Rainfall was not received, as expected, from the Southwestern monsoon this time around. Sufficient water was not released to irrigation waterways and as a result of this situation, the average water levels of irrigation water-ways across the country is between 30% to 35%.
Water levels of the Parakrama Samudra, Inginimitiya, Deduru Oya, Lunugamvehera and Minneriya tanks are at the 50%.
Data from the Department of Irrigation notes that the water levels of the Kawudulla, Kantale, Rajanganaya, Padaviya and Mahakanadarawa tanks are between 30% to 35%.
The Department of Irrigation goes on to say that as a result of the scarcity of water, cultivation of only 40 agrarian businesses have taken place.
The department also adds that at present only 50% to 60% of the total farm lands could be cultivated.
Annually, 800,000 hectares are cultivated during the Maha Season. However this time around only 250,000 hectares have been cultivated.
Director General at the Department of Irrigation Saman Weerasinghe said, usually around 2.2 million lands are cultivated for the Maha season but that for this time, only around one million lands would be cultivated.

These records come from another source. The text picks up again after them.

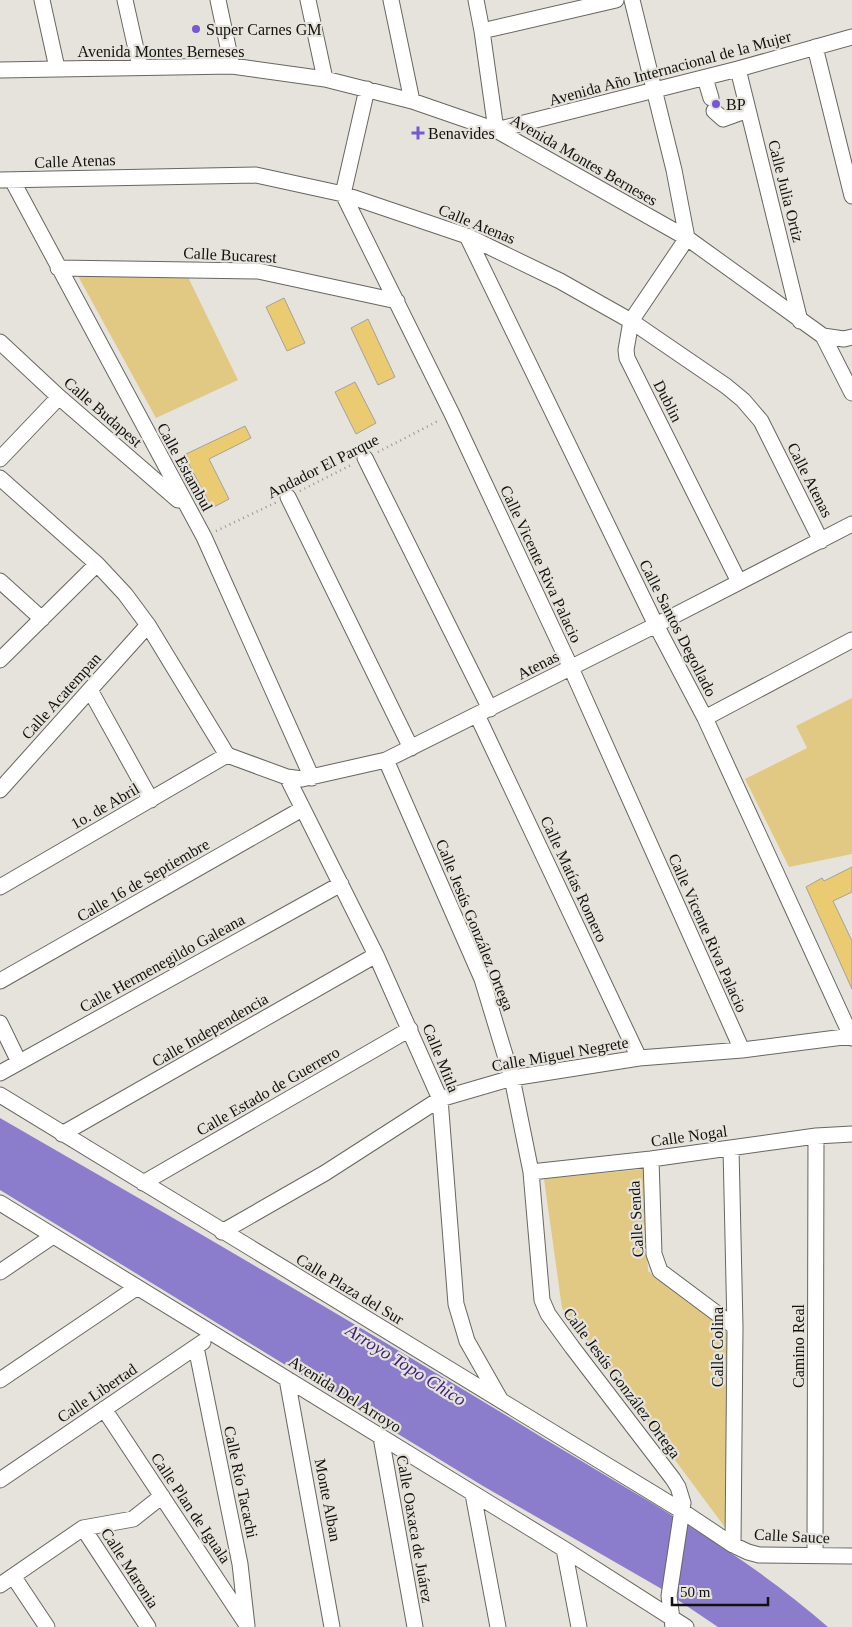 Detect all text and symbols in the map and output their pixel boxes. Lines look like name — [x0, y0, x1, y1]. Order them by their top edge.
place label: Super Carnes GM — [206, 21, 322, 39]
marker: Super Carnes GM — [190, 23, 202, 35]
street label: Avenida Año Internacional de la Mujer — [547, 27, 794, 110]
street label: Avenida Montes Berneses — [78, 43, 244, 60]
place label: BP — [726, 96, 746, 113]
marker: BP — [710, 98, 722, 110]
street label: Avenida Montes Berneses — [508, 111, 660, 209]
place label: Benavides — [428, 125, 495, 142]
marker: Benavides — [412, 127, 424, 139]
street label: Calle Julia Ortiz — [765, 138, 807, 244]
street label: Calle Atenas — [34, 151, 116, 171]
street label: Calle Atenas — [436, 201, 518, 247]
street label: Calle Bucarest — [183, 244, 278, 266]
street label: Calle Budapest — [60, 374, 146, 451]
street label: Dublin — [650, 377, 686, 425]
street label: Calle Estambul — [154, 420, 217, 515]
street label: Andador El Parque — [265, 431, 382, 502]
street label: Calle Atenas — [784, 440, 836, 520]
street label: Calle Vicente Riva Palacio — [497, 483, 585, 645]
street label: Calle Santos Degollado — [635, 557, 720, 700]
street label: Atenas — [514, 647, 562, 683]
street label: Calle Acatempan — [18, 650, 105, 743]
street label: 1o. de Abril — [68, 779, 143, 832]
street label: Calle Matías Romero — [537, 813, 611, 945]
street label: Calle 16 de Septiembre — [74, 835, 213, 926]
street label: Calle Jesús González Ortega — [432, 837, 517, 1014]
street label: Calle Vicente Riva Palacio — [665, 851, 751, 1015]
street label: Calle Hermenegildo Galeana — [77, 911, 248, 1016]
street label: Calle Independencia — [149, 990, 271, 1071]
street label: Calle Mitla — [420, 1021, 462, 1095]
street label: Calle Miguel Negrete — [490, 1034, 630, 1075]
street label: Calle Estado de Guerrero — [194, 1043, 342, 1139]
street label: Calle Nogal — [650, 1122, 729, 1151]
street label: Calle Senda — [625, 1180, 647, 1258]
street label: Calle Plaza del Sur — [293, 1250, 407, 1328]
street label: Camino Real — [790, 1303, 807, 1388]
street label: Calle Jesús González Ortega — [559, 1305, 684, 1462]
street label: Calle Colina — [709, 1307, 726, 1387]
water label: Arroyo Topo Chico — [341, 1320, 470, 1410]
street label: Avenida Del Arroyo — [285, 1352, 404, 1436]
street label: Calle Libertad — [54, 1360, 140, 1426]
street label: Calle Río Tacachi — [221, 1424, 261, 1540]
street label: Calle Plan de Iguala — [147, 1450, 234, 1567]
street label: Calle Oaxaca de Juárez — [394, 1454, 436, 1604]
street label: Monte Alban — [312, 1457, 344, 1543]
street label: Calle Maronia — [98, 1525, 162, 1611]
street label: Calle Sauce — [754, 1526, 830, 1546]
scale bar — [672, 1574, 768, 1606]
text: 50 m — [680, 1584, 711, 1600]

“The prices of rice, vegetables and fruits can increase”, he added.
He went on to note that for around ten months, the remaining water will have to be used for cultivation as the next expected rainfall is in October.
“We need to use water sparingly”, he added.This situation also affected the markets.
Dry weather has also affected many cultivation across the Polonnaruwa District as well.
As this situation will lead to a shortage of food in the near future, a majority of those who solely depend on this to generate an income will face a serious economical issues.
Director General at the Department of Agriculture Dr. Rohan Wijekoon proposed to those who have abandoned paddy fields to move for alternative technology of cultivating leguminous crops, which mainly includes peas.
“There is sufficient rice in the country to last until June and July”, he added.
Chairman at the All Ceylon Peasants Federation Namal Karunaratne said, water is being held at the Mahaweli Reservoir to generate electricity and that water for paddy cultivation is being released in a very lethargic manner, as there is no management.
He went on to note that there is no there is no consensus among the respective ministries and the departments.
“Water is available and it is not being released”, he added.
He also said that there is no hope for a programme that would uplift the lives of the rice farmers from the government that “shows no regard for farming.”